◆ Records from a data collection
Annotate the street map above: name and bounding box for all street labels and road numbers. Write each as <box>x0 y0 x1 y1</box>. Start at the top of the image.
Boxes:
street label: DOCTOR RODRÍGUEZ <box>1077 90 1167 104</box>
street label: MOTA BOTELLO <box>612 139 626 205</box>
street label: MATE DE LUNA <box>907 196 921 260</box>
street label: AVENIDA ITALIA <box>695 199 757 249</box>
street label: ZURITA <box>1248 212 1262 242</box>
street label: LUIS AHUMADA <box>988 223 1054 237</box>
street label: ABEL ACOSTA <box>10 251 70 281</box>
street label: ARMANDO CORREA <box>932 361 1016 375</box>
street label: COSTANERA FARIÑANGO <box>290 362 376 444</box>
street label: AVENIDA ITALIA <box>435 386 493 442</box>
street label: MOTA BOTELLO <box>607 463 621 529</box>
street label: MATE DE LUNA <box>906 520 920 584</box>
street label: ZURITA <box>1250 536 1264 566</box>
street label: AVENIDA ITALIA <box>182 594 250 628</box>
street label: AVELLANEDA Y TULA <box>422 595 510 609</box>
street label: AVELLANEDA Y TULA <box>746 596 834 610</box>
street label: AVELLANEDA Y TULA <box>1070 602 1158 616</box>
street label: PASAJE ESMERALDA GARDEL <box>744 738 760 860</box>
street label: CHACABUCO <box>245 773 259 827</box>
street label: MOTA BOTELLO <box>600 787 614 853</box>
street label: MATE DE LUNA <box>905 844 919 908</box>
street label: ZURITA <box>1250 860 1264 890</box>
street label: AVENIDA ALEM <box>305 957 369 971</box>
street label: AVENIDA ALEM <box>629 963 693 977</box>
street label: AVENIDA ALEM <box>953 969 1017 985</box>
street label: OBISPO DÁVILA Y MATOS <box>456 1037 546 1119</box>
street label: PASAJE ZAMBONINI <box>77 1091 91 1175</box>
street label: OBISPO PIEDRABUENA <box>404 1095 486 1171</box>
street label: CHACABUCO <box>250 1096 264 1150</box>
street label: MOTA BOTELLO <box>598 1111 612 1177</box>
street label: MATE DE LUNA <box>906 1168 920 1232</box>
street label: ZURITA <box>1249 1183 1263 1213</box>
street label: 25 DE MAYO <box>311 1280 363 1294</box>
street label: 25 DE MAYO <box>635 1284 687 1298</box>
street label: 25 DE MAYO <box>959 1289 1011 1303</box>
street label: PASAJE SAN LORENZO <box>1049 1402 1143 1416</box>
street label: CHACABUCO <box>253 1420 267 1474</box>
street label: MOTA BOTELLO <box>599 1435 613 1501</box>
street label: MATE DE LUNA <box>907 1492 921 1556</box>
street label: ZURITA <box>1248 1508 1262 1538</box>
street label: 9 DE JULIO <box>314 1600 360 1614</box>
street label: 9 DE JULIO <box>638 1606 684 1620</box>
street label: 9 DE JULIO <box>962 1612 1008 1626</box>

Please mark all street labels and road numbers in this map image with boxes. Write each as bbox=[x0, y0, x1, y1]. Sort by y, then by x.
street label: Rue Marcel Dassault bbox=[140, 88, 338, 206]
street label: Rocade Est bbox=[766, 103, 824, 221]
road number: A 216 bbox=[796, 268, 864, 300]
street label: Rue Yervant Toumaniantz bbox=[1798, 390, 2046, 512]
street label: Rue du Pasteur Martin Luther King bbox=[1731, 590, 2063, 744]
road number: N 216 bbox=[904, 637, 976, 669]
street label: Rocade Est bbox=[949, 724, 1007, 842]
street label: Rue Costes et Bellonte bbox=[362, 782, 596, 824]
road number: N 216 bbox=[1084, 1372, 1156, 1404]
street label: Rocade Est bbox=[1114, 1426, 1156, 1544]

◆ Exercise goal
Look for the string "AVELLANEDA" in the data above and return every line that has it.

◆ Response area
street label: AVELLANEDA Y TULA <box>422 595 510 609</box>
street label: AVELLANEDA Y TULA <box>746 596 834 610</box>
street label: AVELLANEDA Y TULA <box>1070 602 1158 616</box>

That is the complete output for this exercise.